Perry began receiving the benefit in February on top of his salary of $133,000, bringing his total compensation to $224,000 annually.

News of his pension triggered criticism from Democrats and unions.

Dee Simpson, the Texas political director for the American Federation of State, County and Municipal Employees, noted that Perry’s decision to accept the benefit came “at a time when the Texas Employee Retirement System is cutting spending for retiree health care by $20 million a year.”

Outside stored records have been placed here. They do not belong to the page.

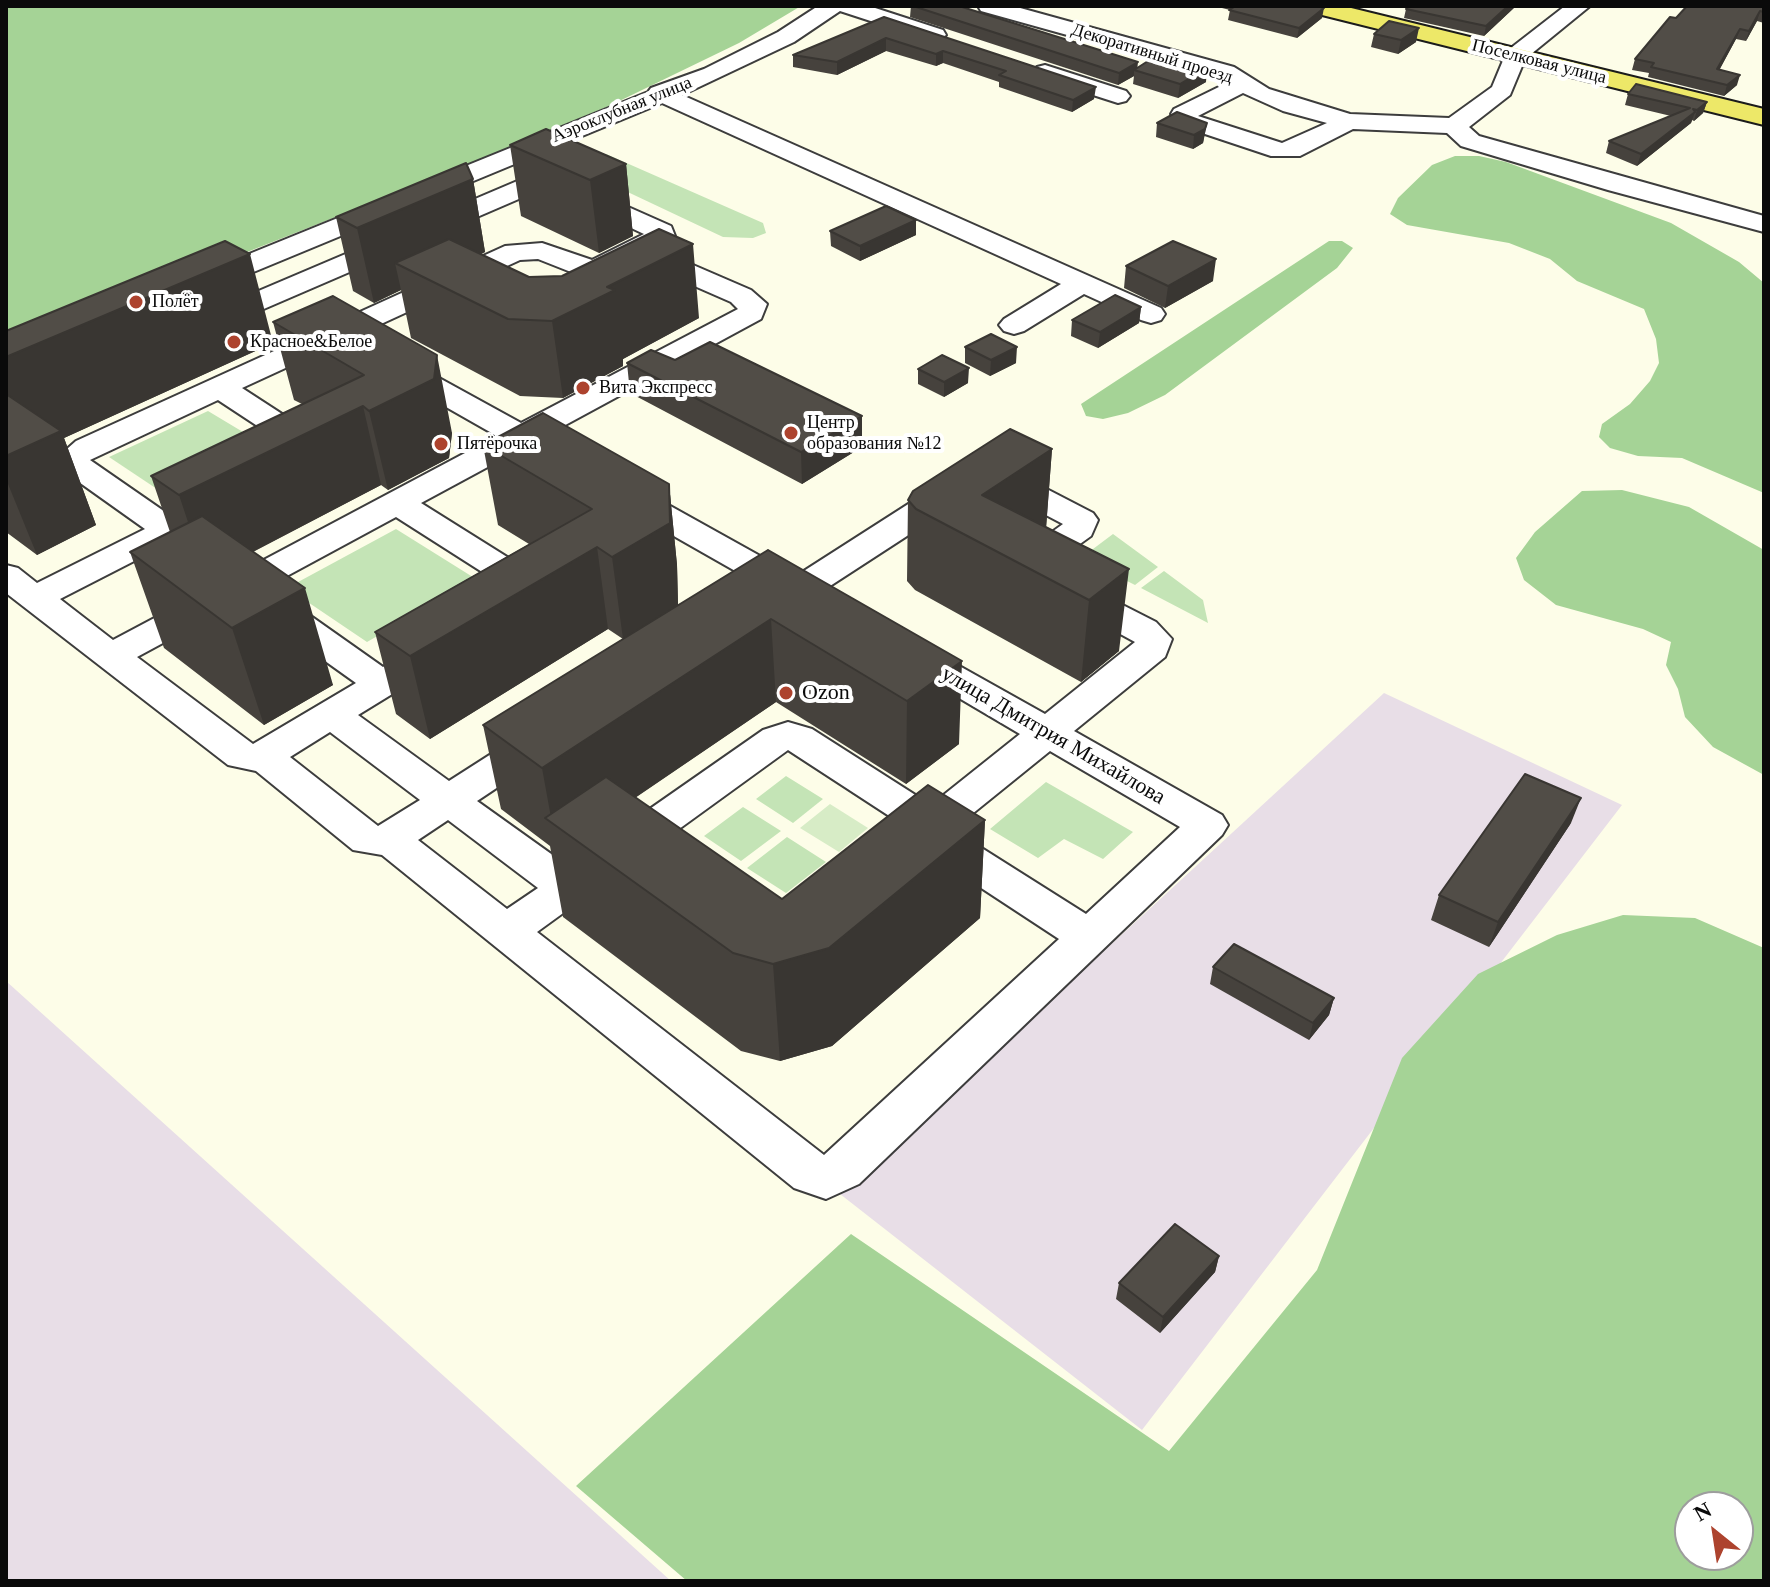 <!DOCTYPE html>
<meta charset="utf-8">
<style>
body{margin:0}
#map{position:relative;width:1770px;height:1587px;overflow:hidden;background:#fdfde8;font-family:Georgia,serif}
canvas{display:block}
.frame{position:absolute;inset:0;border:8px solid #0a0a0a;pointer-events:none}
.north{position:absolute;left:1674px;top:1491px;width:80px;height:80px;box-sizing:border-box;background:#fff;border:2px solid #9d9d9d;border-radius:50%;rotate:330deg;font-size:22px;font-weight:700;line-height:32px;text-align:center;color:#0a0a0a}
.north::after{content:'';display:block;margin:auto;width:28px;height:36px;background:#ad432e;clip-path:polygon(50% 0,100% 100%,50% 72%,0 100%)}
</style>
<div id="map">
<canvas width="1770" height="1587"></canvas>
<div class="frame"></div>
<div class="north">N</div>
</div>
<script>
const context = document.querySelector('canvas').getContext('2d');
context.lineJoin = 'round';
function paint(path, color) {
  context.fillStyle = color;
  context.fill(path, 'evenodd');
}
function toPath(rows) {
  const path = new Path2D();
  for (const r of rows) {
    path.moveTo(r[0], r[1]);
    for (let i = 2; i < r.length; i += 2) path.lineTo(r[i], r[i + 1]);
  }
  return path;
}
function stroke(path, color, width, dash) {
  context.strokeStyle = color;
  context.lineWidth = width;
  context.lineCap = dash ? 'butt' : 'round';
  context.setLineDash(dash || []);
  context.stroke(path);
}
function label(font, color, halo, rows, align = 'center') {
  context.font = font + ' Georgia,serif';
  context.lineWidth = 8;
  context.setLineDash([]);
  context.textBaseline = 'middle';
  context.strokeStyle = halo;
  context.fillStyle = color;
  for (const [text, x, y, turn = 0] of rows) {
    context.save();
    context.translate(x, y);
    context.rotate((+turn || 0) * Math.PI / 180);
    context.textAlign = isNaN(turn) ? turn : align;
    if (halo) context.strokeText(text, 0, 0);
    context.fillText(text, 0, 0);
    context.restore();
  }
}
paint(toPath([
 [1384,693,1622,805,1142,1430,840,1194],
 [6,981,671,1581,6,1581]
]), '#e8dee7');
paint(toPath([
 [606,154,763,223,766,233,753,238,723,237,579,169,581,157],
 [208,411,268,447,169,497,109,457],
 [396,529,476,579,367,642,287,588],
 [1113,534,1158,567,1135,585,1081,558],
 [1164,571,1203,600,1208,623,1141,588],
 [786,776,823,799,793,823,756,799],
 [1046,782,1133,832,1103,859,1064,839,1038,858,990,829],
 [743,807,781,831,741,861,704,836],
 [787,837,826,862,786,893,747,868]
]), '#c4e4b6');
paint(toPath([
 [6,6,801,6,739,43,607,107,450,172,6,347],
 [1455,156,1479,156,1506,162,1671,223,1739,262,1764,283,1764,493,1682,458,1638,456,1610,448,1599,437,1602,424,1630,404,1650,381,1659,363,1656,339,1644,309,1577,281,1550,259,1509,243,1407,225,1390,214,1398,198,1432,165],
 [1329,241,1342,241,1353,248,1337,268,1165,395,1128,413,1103,419,1086,416,1081,404],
 [1622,490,1689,507,1764,550,1764,775,1713,747,1685,717,1678,689,1666,665,1671,642,1643,629,1556,605,1524,580,1516,558,1535,532,1582,491],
 [1623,915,1695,918,1764,948,1764,1581,687,1581,576,1486,851,1234,1169,1451,1317,1270,1402,1058,1478,974,1557,935],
 [1738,1507,1738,1555,1690,1555,1690,1507]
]), '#a5d396');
paint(toPath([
 [830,804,868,828,839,852,800,828]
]), '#d7ecc6');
const minor = toPath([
 [818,6,869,6,943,30,946,35,935,42,840,11,794,42,682,95,1161,308,1165,314,1161,320,1151,323,1141,320,1084,294,1024,331,1014,334,1004,331,999,325,1004,319,1061,284,662,103,210,290,200,292,190,290,186,284,190,278,648,92,651,88,704,69,778,32,818,6],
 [978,6,1013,6,1234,67,1269,89,1350,114,1449,118,1492,87,1507,51,1565,6,1590,6,1525,59,1510,95,1469,127,1479,136,1764,216,1764,232,1608,190,1461,146,1447,133,1353,129,1300,156,1271,156,1178,125,1175,120,1171,114,1174,109,1227,83,1218,77,981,11,978,6],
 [1243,93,1283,111,1327,123,1282,143,1198,116,1243,93],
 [1045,65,1126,91,1130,96,1126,101,1118,103,1037,77,1033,72,1037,67,1045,65],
 [556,175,671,226,675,236,656,249,751,290,767,304,761,319,545,436,567,449,572,456,567,463,556,466,545,463,521,449,421,503,539,577,549,591,538,606,525,609,512,606,507,598,512,591,396,517,137,657,253,744,356,683,262,616,257,608,262,600,275,597,288,600,383,667,420,645,433,641,446,645,451,653,446,661,358,715,449,781,524,733,538,729,552,733,557,742,552,751,477,801,568,866,763,730,788,722,812,729,931,805,1020,734,903,665,898,657,903,649,916,645,929,649,1045,714,1135,642,1023,581,1013,568,1020,555,1063,524,987,484,810,599,798,602,781,597,614,502,609,495,614,488,626,485,638,488,796,576,963,469,975,466,985,464,1008,469,1093,513,1098,520,1091,536,1048,567,1156,622,1172,639,1165,657,1074,731,1222,815,1228,825,1222,835,859,1184,826,1199,794,1188,382,855,353,850,256,771,228,765,6,593,6,565,18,568,37,583,145,529,62,470,57,463,59,456,76,441,505,246,542,243,592,260,644,234,552,191,535,192,222,327,212,330,202,327,197,321,202,315,522,179,556,175],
 [538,259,581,276,607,274,635,260,731,302,738,309,521,423,410,362,399,359,388,362,384,368,388,374,497,436,113,640,60,599,181,537,186,530,181,523,90,460,218,400,297,452,302,460,313,463,324,460,329,453,322,440,242,388,520,260,538,259],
 [330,732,420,800,378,826,290,757,330,732],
 [788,750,920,836,931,855,1059,939,824,1155,537,932,788,750],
 [1050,751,1180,827,1086,914,961,835,956,827,1050,751],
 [448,820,538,888,507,909,418,840,448,820]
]);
const major = toPath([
 [1302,6,1343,6,1764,109,1764,125,1306,11,1302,6]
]);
stroke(minor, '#3d3d3d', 4);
stroke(major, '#1b1b1b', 4);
paint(minor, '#fff');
paint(major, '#ede868');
paint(toPath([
 [911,6,959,6,1137,68,1206,82,1178,98,1133,84,1134,76,1118,85,910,17],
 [1214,6,1317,6,1322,18,1297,38,1228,20,1230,10],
 [1516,6,1484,36,1404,18,1406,9],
 [1764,6,1764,23,1757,21,1746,41,1736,39,1719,70,1737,85,1724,96,1648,77,1649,73,1632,70,1635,59,1676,18],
 [884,17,1094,99,1072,112,999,87,999,82,943,63,936,66,886,51,837,75,793,67,793,55],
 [1374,34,1416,42,1398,54,1371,47],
 [1628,94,1707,102,1703,113,1694,121,1692,120,1691,123,1637,166,1606,153,1609,141,1671,116,1625,105],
 [1157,123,1207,123,1203,143,1193,149,1156,137],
 [510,145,626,164,633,236,599,253,521,216],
 [473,179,485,252,481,254,529,277,699,318,623,359,623,366,563,398,520,396,411,338,401,290,374,303,353,291,336,217],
 [916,220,916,235,860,261,831,246,830,231],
 [1126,266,1213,281,1165,308,1124,288],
 [333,296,452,433,449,458,388,490,381,485,253,552,333,685,264,725,164,648,130,552,170,532,151,476,302,404,294,400,273,322],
 [1141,307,1139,323,1098,348,1071,336,1072,320],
 [6,331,273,343,64,438,96,525,37,555,6,532],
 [965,347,1016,363,990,376,965,363],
 [675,360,862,416,862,447,802,484,630,393,627,363],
 [918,369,968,383,944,397,918,384],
 [483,445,669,484,677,565,678,605,623,639,608,629,430,739,396,714,375,632,529,544,498,525],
 [1052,449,1046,527,1119,651,1081,682,915,590,907,581,908,500],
 [768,550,959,744,906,784,776,702,635,798,782,899,985,820,980,918,832,1046,780,1061,741,1051,563,917,550,846,501,809,483,725],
 [1571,823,1489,947,1431,920,1439,895],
 [1213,967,1334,998,1329,1015,1309,1040,1210,984],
 [1219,1256,1215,1272,1160,1333,1116,1299,1119,1283]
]), '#46423d');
paint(toPath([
 [1508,6,1516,6,1484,36,1486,26],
 [1324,8,1322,18,1297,38,1299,28],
 [1760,11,1757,21,1746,41,1749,31],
 [1419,28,1416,42,1398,54,1401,40],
 [1740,29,1736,39,1714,80,1717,69],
 [886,38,886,51,837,75,837,62],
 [943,51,943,63,936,66,936,54],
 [1138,62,1137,71,1134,70,1134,76,1118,85,1119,73],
 [1207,68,1206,82,1178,98,1180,84],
 [1740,75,1737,85,1724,96,1727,85],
 [1096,87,1094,99,1072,112,1073,100],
 [1707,102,1703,113,1694,121,1697,110],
 [1695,112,1691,123,1637,166,1641,154],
 [1207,123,1203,143,1193,149,1194,135],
 [626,164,633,236,599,253,590,180],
 [473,179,485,252,426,279,395,263,401,290,374,303,357,228],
 [916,220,916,235,860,261,860,246],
 [693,244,699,318,623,359,623,366,563,398,552,321,607,287],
 [250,254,273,343,64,438,96,525,37,555,6,479,6,357],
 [1216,259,1213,281,1165,308,1168,286],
 [1141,307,1139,323,1098,348,1100,332],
 [1017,347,1016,363,990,376,991,360],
 [437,355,452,433,449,458,388,490,369,411],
 [969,368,968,383,944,397,944,382],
 [363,406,381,485,206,576,179,495],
 [862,416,862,447,802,484,801,452],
 [1052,449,1046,529,982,495],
 [669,484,677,565,678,605,623,639,612,557],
 [597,547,608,629,430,739,410,656],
 [1129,569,1119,651,1081,682,1089,600],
 [305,588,333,685,264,725,232,628],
 [771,619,776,702,574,839,552,823,542,768],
 [962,661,959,744,906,784,907,701],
 [1581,798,1571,823,1489,947,1498,922],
 [985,820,980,918,832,1046,780,1061,773,964],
 [1334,998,1329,1015,1309,1040,1313,1023],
 [1219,1256,1215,1272,1160,1333,1163,1317]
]), '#393632');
const building = toPath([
 [913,6,959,6,1138,62,1119,73,913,6],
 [1236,6,1317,6,1324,8,1299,28,1229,10,1236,6],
 [1409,6,1508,6,1486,26,1406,9,1409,6],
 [1687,6,1764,6,1764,12,1760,11,1749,31,1740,29,1717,69,1740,75,1727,85,1651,67,1654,63,1635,59,1670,17,1676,18,1687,6],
 [884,17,1096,87,1073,100,999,75,1006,71,943,51,936,54,886,38,837,62,793,55,884,17],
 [1389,21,1419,28,1401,40,1374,34,1389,21],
 [1159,54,1207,68,1180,84,1134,70,1159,54],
 [1636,84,1707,102,1697,110,1693,109,1695,112,1641,154,1609,141,1690,108,1628,94,1636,84],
 [1177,112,1207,123,1205,129,1194,135,1157,123,1177,112],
 [546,129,626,164,590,180,510,145,546,129],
 [466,163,473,179,357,228,336,217,466,163],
 [886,206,916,220,860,246,830,231,886,206],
 [659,229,693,244,607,287,615,290,552,321,508,319,395,263,449,239,529,277,562,276,659,229],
 [225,241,250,254,6,357,6,331,225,241],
 [1173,241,1216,259,1168,286,1126,266,1173,241],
 [1115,295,1141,307,1100,332,1072,320,1115,295],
 [333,296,437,355,434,379,369,411,363,406,179,495,151,476,364,375,273,322,333,296],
 [991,334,1017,347,991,360,965,347,991,334],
 [710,342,862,416,801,452,627,363,651,350,675,360,710,342],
 [942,355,969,368,944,382,918,369,942,355],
 [6,394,61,431,6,456,6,394],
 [543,413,669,484,670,523,612,557,597,547,410,656,375,632,592,509,483,445,543,413],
 [1010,429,1052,449,982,495,1129,569,1089,600,916,509,908,500,913,491,1010,429],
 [202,516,305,588,232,628,130,552,202,516],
 [768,550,962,661,907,701,771,619,542,768,483,725,768,550],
 [1525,774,1581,798,1498,922,1439,895,1525,774],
 [606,777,782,899,928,785,985,820,829,948,773,964,733,953,545,818,606,777],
 [1234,944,1334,998,1313,1023,1213,967,1234,944],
 [1175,1224,1219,1256,1163,1317,1119,1283,1175,1224]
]);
paint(building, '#514d47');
stroke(building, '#393632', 2);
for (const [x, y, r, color] of [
 [136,302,8,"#ad432e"],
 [234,342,8,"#ad432e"],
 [583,388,8,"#ad432e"],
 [791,433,8,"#ad432e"],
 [441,444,8,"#ad432e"],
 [786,693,8,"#ad432e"]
]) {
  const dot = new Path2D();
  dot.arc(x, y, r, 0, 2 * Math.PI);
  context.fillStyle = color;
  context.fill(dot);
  stroke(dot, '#fff', 3);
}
label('18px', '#0a0a0a', '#fff', [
 ["Декоративный проезд",1152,54,17],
 ["Поселковая улица",1539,62,14],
 ["Аэроклубная улица",622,110,-22]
]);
label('18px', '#0a0a0a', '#fff', [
 ["Полёт",152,302],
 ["Красное&Белое",250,342],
 ["Вита Экспресс",599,388],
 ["Центр",807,423],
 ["образования №12",807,444],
 ["Пятёрочка",457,444]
], 'left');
label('22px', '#0a0a0a', '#fff', [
 ["Ozon",802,693]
], 'left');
label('22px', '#0a0a0a', '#fff', [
 ["улица Дмитрия Михайлова",1053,736,30]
]);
</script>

The pension could also open up Perry to criticism from his GOP rivals for the presidential nomination. Republican governors around the country have sought to cut benefits to public employees amid tight budgets during the current recession.

The arrangement of accepting a pension on top of a government salary is typical in Texas, Perry said Friday in Cherokee, Iowa, after a meet-and-greet at the Copper Cup coffee shop.

“The [retirement program] called me one day and said, ‘Listen, you’re eligible to access your retirement now with your military time and your time in [public] service, and I think it would be rather foolish to not access what you’ve earned,’ ” he said.

Perry has called for an increase in the age of eligibility for Social Security and Medicare benefits in an effort to protect the solvency of the programs.

In his “Cut, Balance and Grow” economic plan, Perry attacked the size of the federal government and its pay to workers, and he has advocated other policies that would shift power to the states.

“Federal bureaucrats should not receive real increases in pay while taxpayers are losing their jobs and struggling to pay their bills,” his plan states.

The disclosure document filed Friday, required of all federal candidates, shows that Perry holds between $700,000 and $1.4 million in assets, including at least $500,000 in a money market account.

Perry attached a document filed with the Texas Ethics Commission showing that he had terminated a trust in August, disclosing the assets it contained before they were sold.

The federal form shows that Perry’s wife, Anita, received an $85,000 annual consulting fee from the Texas Association Against Sexual Assault in Austin.

Perry valued his interest in a Haskell, Tex., oil well at $50,000 to $100,000. Assets in the blind trust reported to the state were not given values, including an interest in a separate natural gas well operated by a company linked to one of Perry’s mentors and an appointee to the Texas Transportation Commission.

Staff writer Sandhya Somashekhar contributed to this report.